RECORDS FOR THE TASK:

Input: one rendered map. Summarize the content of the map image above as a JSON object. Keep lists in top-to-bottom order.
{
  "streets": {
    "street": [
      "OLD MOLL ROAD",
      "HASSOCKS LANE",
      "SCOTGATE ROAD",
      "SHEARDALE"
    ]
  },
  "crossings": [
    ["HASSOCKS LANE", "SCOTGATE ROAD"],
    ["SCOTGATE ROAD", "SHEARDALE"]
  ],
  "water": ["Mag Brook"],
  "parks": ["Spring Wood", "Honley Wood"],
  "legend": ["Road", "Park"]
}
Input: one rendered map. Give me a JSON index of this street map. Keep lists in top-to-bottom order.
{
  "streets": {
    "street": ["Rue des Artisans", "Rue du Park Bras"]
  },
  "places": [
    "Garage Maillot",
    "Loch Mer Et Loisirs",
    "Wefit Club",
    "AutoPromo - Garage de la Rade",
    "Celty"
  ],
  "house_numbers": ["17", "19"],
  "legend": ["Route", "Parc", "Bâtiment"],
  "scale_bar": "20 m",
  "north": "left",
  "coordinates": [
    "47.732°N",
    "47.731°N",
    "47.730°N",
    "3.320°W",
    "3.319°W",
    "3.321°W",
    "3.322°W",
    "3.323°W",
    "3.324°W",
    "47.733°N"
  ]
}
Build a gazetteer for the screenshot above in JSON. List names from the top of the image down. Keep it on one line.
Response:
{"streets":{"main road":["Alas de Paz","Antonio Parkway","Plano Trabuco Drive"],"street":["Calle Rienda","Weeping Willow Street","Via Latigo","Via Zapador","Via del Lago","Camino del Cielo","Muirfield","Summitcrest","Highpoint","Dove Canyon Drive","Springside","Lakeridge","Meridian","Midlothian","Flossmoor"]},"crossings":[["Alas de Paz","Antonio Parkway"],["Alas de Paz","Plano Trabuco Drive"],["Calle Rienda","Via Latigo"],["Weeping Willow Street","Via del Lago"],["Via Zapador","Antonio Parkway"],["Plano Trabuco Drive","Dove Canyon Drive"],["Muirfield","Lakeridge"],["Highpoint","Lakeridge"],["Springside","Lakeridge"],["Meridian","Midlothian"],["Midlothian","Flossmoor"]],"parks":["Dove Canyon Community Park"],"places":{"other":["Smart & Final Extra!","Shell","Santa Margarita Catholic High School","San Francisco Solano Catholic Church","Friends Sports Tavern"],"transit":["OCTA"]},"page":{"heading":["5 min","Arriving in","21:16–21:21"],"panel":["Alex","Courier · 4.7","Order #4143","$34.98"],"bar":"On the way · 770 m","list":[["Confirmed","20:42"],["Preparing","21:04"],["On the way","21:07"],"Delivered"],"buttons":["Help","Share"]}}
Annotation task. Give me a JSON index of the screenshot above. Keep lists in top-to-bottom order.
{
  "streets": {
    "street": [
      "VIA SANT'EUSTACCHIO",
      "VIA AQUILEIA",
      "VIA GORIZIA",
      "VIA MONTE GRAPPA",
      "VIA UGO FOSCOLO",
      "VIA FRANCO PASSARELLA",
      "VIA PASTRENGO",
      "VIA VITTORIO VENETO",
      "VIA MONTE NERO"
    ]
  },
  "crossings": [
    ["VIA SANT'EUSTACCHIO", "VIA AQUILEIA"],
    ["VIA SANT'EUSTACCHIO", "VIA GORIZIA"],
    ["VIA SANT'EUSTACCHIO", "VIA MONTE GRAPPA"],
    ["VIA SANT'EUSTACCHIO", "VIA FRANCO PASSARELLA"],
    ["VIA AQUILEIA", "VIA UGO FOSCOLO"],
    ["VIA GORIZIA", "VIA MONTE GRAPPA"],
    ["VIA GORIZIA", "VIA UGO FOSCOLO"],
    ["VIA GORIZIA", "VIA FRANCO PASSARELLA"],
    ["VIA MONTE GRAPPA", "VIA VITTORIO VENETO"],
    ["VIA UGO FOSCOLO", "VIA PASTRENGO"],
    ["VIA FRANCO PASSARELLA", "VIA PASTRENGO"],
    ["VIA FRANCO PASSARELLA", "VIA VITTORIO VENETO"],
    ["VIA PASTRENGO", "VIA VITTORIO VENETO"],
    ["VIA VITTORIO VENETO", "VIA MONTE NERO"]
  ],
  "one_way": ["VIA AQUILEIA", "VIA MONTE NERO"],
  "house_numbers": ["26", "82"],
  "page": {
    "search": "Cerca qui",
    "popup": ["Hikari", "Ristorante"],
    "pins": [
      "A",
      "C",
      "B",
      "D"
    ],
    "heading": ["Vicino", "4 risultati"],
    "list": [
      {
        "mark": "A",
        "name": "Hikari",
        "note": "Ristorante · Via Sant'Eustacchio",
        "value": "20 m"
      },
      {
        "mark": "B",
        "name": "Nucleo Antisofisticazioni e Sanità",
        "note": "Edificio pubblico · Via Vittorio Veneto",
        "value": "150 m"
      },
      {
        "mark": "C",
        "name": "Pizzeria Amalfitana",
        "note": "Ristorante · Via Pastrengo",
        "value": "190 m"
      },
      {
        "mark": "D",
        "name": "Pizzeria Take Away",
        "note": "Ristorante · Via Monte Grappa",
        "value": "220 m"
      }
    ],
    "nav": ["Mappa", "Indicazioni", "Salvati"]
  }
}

EXERCISE DESCRIPTION: A word-for-word copy of all the entries above is required.

RESULT FOR THIS EXERCISE:
Input: one rendered map. Summarize the content of the map image above as a JSON object. Keep lists in top-to-bottom order.
{
  "streets": {
    "street": [
      "OLD MOLL ROAD",
      "HASSOCKS LANE",
      "SCOTGATE ROAD",
      "SHEARDALE"
    ]
  },
  "crossings": [
    ["HASSOCKS LANE", "SCOTGATE ROAD"],
    ["SCOTGATE ROAD", "SHEARDALE"]
  ],
  "water": ["Mag Brook"],
  "parks": ["Spring Wood", "Honley Wood"],
  "legend": ["Road", "Park"]
}
Input: one rendered map. Give me a JSON index of this street map. Keep lists in top-to-bottom order.
{
  "streets": {
    "street": ["Rue des Artisans", "Rue du Park Bras"]
  },
  "places": [
    "Garage Maillot",
    "Loch Mer Et Loisirs",
    "Wefit Club",
    "AutoPromo - Garage de la Rade",
    "Celty"
  ],
  "house_numbers": ["17", "19"],
  "legend": ["Route", "Parc", "Bâtiment"],
  "scale_bar": "20 m",
  "north": "left",
  "coordinates": [
    "47.732°N",
    "47.731°N",
    "47.730°N",
    "3.320°W",
    "3.319°W",
    "3.321°W",
    "3.322°W",
    "3.323°W",
    "3.324°W",
    "47.733°N"
  ]
}
Build a gazetteer for the screenshot above in JSON. List names from the top of the image down. Keep it on one line.
Response:
{"streets":{"main road":["Alas de Paz","Antonio Parkway","Plano Trabuco Drive"],"street":["Calle Rienda","Weeping Willow Street","Via Latigo","Via Zapador","Via del Lago","Camino del Cielo","Muirfield","Summitcrest","Highpoint","Dove Canyon Drive","Springside","Lakeridge","Meridian","Midlothian","Flossmoor"]},"crossings":[["Alas de Paz","Antonio Parkway"],["Alas de Paz","Plano Trabuco Drive"],["Calle Rienda","Via Latigo"],["Weeping Willow Street","Via del Lago"],["Via Zapador","Antonio Parkway"],["Plano Trabuco Drive","Dove Canyon Drive"],["Muirfield","Lakeridge"],["Highpoint","Lakeridge"],["Springside","Lakeridge"],["Meridian","Midlothian"],["Midlothian","Flossmoor"]],"parks":["Dove Canyon Community Park"],"places":{"other":["Smart & Final Extra!","Shell","Santa Margarita Catholic High School","San Francisco Solano Catholic Church","Friends Sports Tavern"],"transit":["OCTA"]},"page":{"heading":["5 min","Arriving in","21:16–21:21"],"panel":["Alex","Courier · 4.7","Order #4143","$34.98"],"bar":"On the way · 770 m","list":[["Confirmed","20:42"],["Preparing","21:04"],["On the way","21:07"],"Delivered"],"buttons":["Help","Share"]}}
Annotation task. Give me a JSON index of the screenshot above. Keep lists in top-to-bottom order.
{
  "streets": {
    "street": [
      "VIA SANT'EUSTACCHIO",
      "VIA AQUILEIA",
      "VIA GORIZIA",
      "VIA MONTE GRAPPA",
      "VIA UGO FOSCOLO",
      "VIA FRANCO PASSARELLA",
      "VIA PASTRENGO",
      "VIA VITTORIO VENETO",
      "VIA MONTE NERO"
    ]
  },
  "crossings": [
    ["VIA SANT'EUSTACCHIO", "VIA AQUILEIA"],
    ["VIA SANT'EUSTACCHIO", "VIA GORIZIA"],
    ["VIA SANT'EUSTACCHIO", "VIA MONTE GRAPPA"],
    ["VIA SANT'EUSTACCHIO", "VIA FRANCO PASSARELLA"],
    ["VIA AQUILEIA", "VIA UGO FOSCOLO"],
    ["VIA GORIZIA", "VIA MONTE GRAPPA"],
    ["VIA GORIZIA", "VIA UGO FOSCOLO"],
    ["VIA GORIZIA", "VIA FRANCO PASSARELLA"],
    ["VIA MONTE GRAPPA", "VIA VITTORIO VENETO"],
    ["VIA UGO FOSCOLO", "VIA PASTRENGO"],
    ["VIA FRANCO PASSARELLA", "VIA PASTRENGO"],
    ["VIA FRANCO PASSARELLA", "VIA VITTORIO VENETO"],
    ["VIA PASTRENGO", "VIA VITTORIO VENETO"],
    ["VIA VITTORIO VENETO", "VIA MONTE NERO"]
  ],
  "one_way": ["VIA AQUILEIA", "VIA MONTE NERO"],
  "house_numbers": ["26", "82"],
  "page": {
    "search": "Cerca qui",
    "popup": ["Hikari", "Ristorante"],
    "pins": [
      "A",
      "C",
      "B",
      "D"
    ],
    "heading": ["Vicino", "4 risultati"],
    "list": [
      {
        "mark": "A",
        "name": "Hikari",
        "note": "Ristorante · Via Sant'Eustacchio",
        "value": "20 m"
      },
      {
        "mark": "B",
        "name": "Nucleo Antisofisticazioni e Sanità",
        "note": "Edificio pubblico · Via Vittorio Veneto",
        "value": "150 m"
      },
      {
        "mark": "C",
        "name": "Pizzeria Amalfitana",
        "note": "Ristorante · Via Pastrengo",
        "value": "190 m"
      },
      {
        "mark": "D",
        "name": "Pizzeria Take Away",
        "note": "Ristorante · Via Monte Grappa",
        "value": "220 m"
      }
    ],
    "nav": ["Mappa", "Indicazioni", "Salvati"]
  }
}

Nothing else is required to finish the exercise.